ASSIGNED TASK
Give all the data again exactly.

PROVIDED INFORMATION
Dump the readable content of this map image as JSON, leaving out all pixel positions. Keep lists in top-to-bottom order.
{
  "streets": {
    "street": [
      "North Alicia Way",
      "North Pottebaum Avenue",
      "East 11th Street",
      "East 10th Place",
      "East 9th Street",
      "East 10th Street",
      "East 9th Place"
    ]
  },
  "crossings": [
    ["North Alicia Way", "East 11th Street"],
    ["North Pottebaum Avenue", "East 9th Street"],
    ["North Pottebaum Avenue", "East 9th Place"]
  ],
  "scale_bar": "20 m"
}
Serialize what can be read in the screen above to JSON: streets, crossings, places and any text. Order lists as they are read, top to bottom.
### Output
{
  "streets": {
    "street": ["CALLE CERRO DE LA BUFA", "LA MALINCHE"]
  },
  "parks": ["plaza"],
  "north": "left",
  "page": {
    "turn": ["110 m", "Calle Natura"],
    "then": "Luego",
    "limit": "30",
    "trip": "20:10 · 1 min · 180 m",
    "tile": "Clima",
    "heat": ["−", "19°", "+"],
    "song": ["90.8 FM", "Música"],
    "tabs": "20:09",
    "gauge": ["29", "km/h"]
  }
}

RESULT OF THE TASK
Dump the readable content of this map image as JSON, leaving out all pixel positions. Keep lists in top-to-bottom order.
{
  "streets": {
    "street": [
      "North Alicia Way",
      "North Pottebaum Avenue",
      "East 11th Street",
      "East 10th Place",
      "East 9th Street",
      "East 10th Street",
      "East 9th Place"
    ]
  },
  "crossings": [
    ["North Alicia Way", "East 11th Street"],
    ["North Pottebaum Avenue", "East 9th Street"],
    ["North Pottebaum Avenue", "East 9th Place"]
  ],
  "scale_bar": "20 m"
}
Serialize what can be read in the screen above to JSON: streets, crossings, places and any text. Order lists as they are read, top to bottom.
### Output
{
  "streets": {
    "street": ["CALLE CERRO DE LA BUFA", "LA MALINCHE"]
  },
  "parks": ["plaza"],
  "north": "left",
  "page": {
    "turn": ["110 m", "Calle Natura"],
    "then": "Luego",
    "limit": "30",
    "trip": "20:10 · 1 min · 180 m",
    "tile": "Clima",
    "heat": ["−", "19°", "+"],
    "song": ["90.8 FM", "Música"],
    "tabs": "20:09",
    "gauge": ["29", "km/h"]
  }
}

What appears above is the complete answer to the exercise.